The Bus Pirate is an open-source, universal bus interface tool designed for hardware hacking, embedded system debugging, and protocol analysis. It provides a single device that can communicate with virtually any serial bus protocol including I2C, SPI, UART, JTAG, 1-Wire, HD44780 LCDs, and raw 2/3-wire protocols. The Bus Pirate connects to a computer via USB and presents a terminal-based interface where users can interactively read, write, and sniff data on target buses. It is an essential tool for hardware reverse engineering, IoT security research, and embedded development.

The device features configurable voltage output (3.3V and 5V), pull-up resistors, voltage measurement, frequency counting, and a built-in logic analyzer mode. The Bus Pirate v3.x uses a PIC24 microcontroller, while the newer v5 revision features an RP2040 with significant speed improvements. It can extract firmware from flash chips via SPI, read EEPROM contents over I2C, interact with debug ports via UART, and probe unknown buses to identify protocols.
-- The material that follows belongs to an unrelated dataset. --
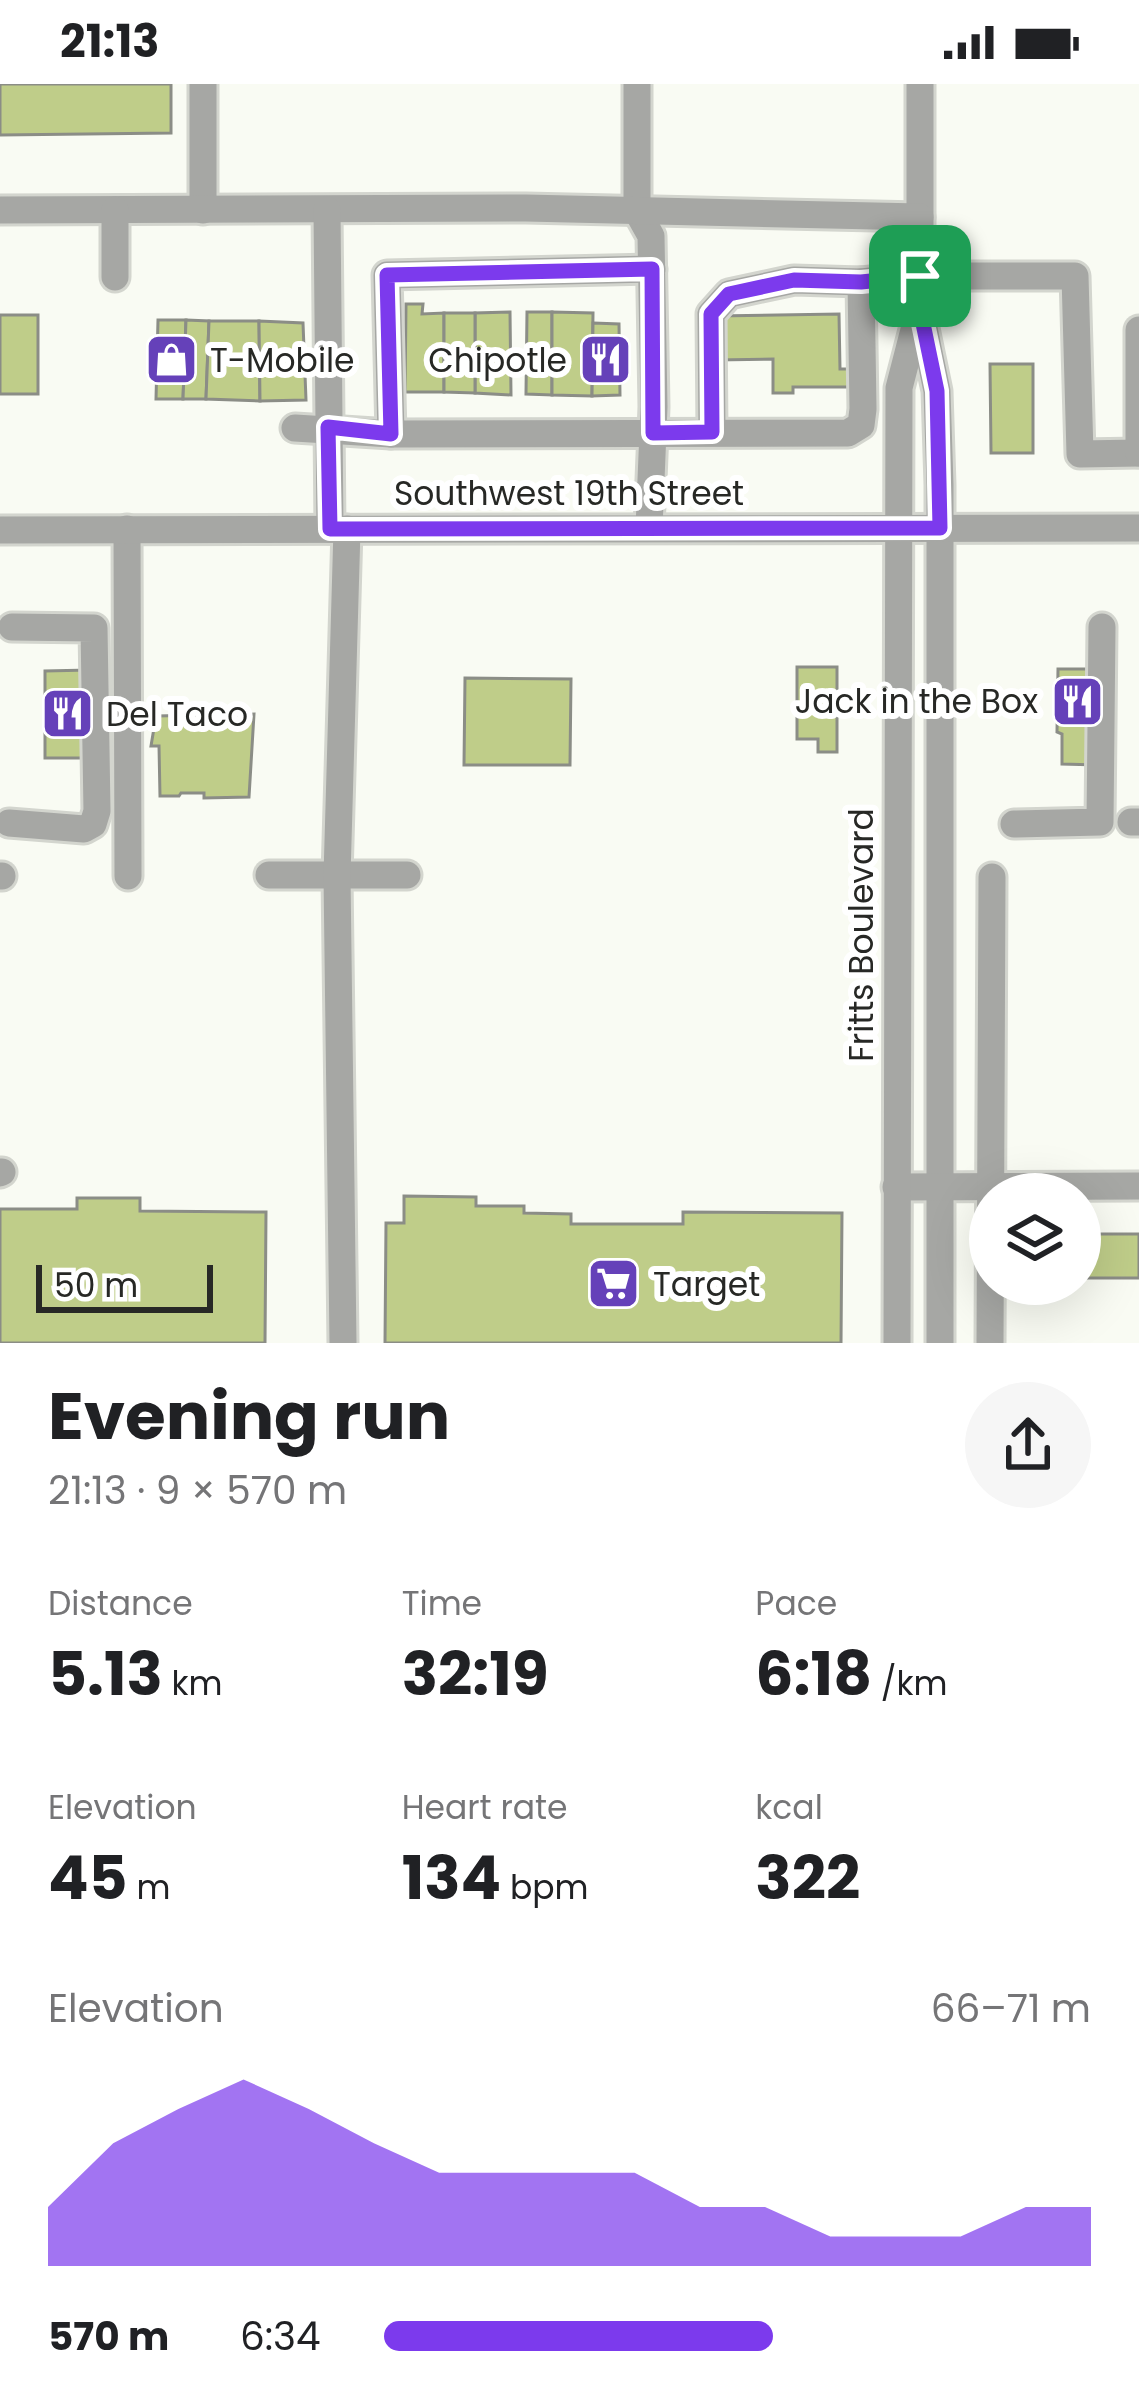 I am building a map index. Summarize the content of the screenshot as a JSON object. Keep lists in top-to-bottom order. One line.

The Bus Pirate is widely used in security research, CTF competitions, and educational settings for learning low-level hardware communication.

Installation

Connect Bus Pirate

# Connect via USB - appears as serial port
# Linux: /dev/ttyUSB0 or /dev/ttyACM0
# macOS: /dev/cu.usbmodem* or /dev/cu.usbserial*
# Windows: COM3 (check Device Manager)

# Find the device
ls /dev/ttyUSB* /dev/ttyACM*
dmesg | grep -i "bus pirate\|ftdi\|ttyUSB"

Terminal Connection

# Using screen
screen /dev/ttyUSB0 115200

# Using minicom
minicom -D /dev/ttyUSB0 -b 115200

# Using picocom
picocom -b 115200 /dev/ttyUSB0

# Using PuTTY (Windows)
# Serial, COM3, 115200 baud

Firmware Update

# Download latest firmware from http://dangerousprototypes.com/docs/Bus_Pirate
# Enter bootloader mode: connect with terminal, type '$' at prompt

# Using pirate-loader
pirate-loader --dev=/dev/ttyUSB0 --hex=BPv3-firmware.hex

Bus Pirate Pinout

Pin	Name	Description
1	GND	Ground
2	+3.3V	3.3V power supply output
3	+5V	5V power supply output
4	ADC	Analog-to-digital converter
5	VPU	Pull-up voltage input
6	AUX	Auxiliary I/O
7	CLK	Clock signal
8	MOSI	Master Out Slave In (data out)
9	CS	Chip Select
10	MISO	Master In Slave Out (data in)

Global Commands

Command	Description
?	Help menu
i	Version and status info
m	Set bus mode
w/W	Power supply on/off
v	Show voltage levels
p/P	Pull-up resistors on/off
f	Frequency measurement on AUX pin
g	Frequency generation on AUX pin
~	Self-test
#	Reset Bus Pirate
$	Enter bootloader for firmware update
o	Output format (DEC/HEX/OCT/BIN)

Bus Mode Selection

HiZ>m
1. HiZ       (High impedance, safe default)
2. 1-WIRE
3. UART
4. I2C
5. SPI
6. 2WIRE
7. 3WIRE
8. KEYB
9. LCD
10. PIC
x. exit

SPI Mode

Enter SPI Mode

HiZ>m5
Set speed:
 1. 30KHz
 2. 125KHz
 3. 250KHz
 4. 1MHz
 5. 2MHz
 6. 2.6MHz
 7. 4MHz
 8. 8MHz
(1)>4
Clock polarity:
 1. Idle low
 2. Idle high
(1)>1
Output clock edge:
 1. Idle to active
 2. Active to idle
(1)>1
Input sample phase:
 1. Middle
 2. End
(1)>1
CS:
 1. CS
 2. /CS (active low)
(2)>2
Output type:
 1. Open drain
 2. Normal
(1)>2

SPI Commands

# Read flash chip ID (JEDEC ID)
SPI>[0x9f r r r]

# Read SPI flash (first 256 bytes)
SPI>[0x03 0x00 0x00 0x00 r:256]

# Write enable
SPI>[0x06]

# Read status register
SPI>[0x05 r]

# Erase chip
SPI>[0x06][0xc7]

# Read entire flash and dump
# Use flashrom instead for full dumps (see below)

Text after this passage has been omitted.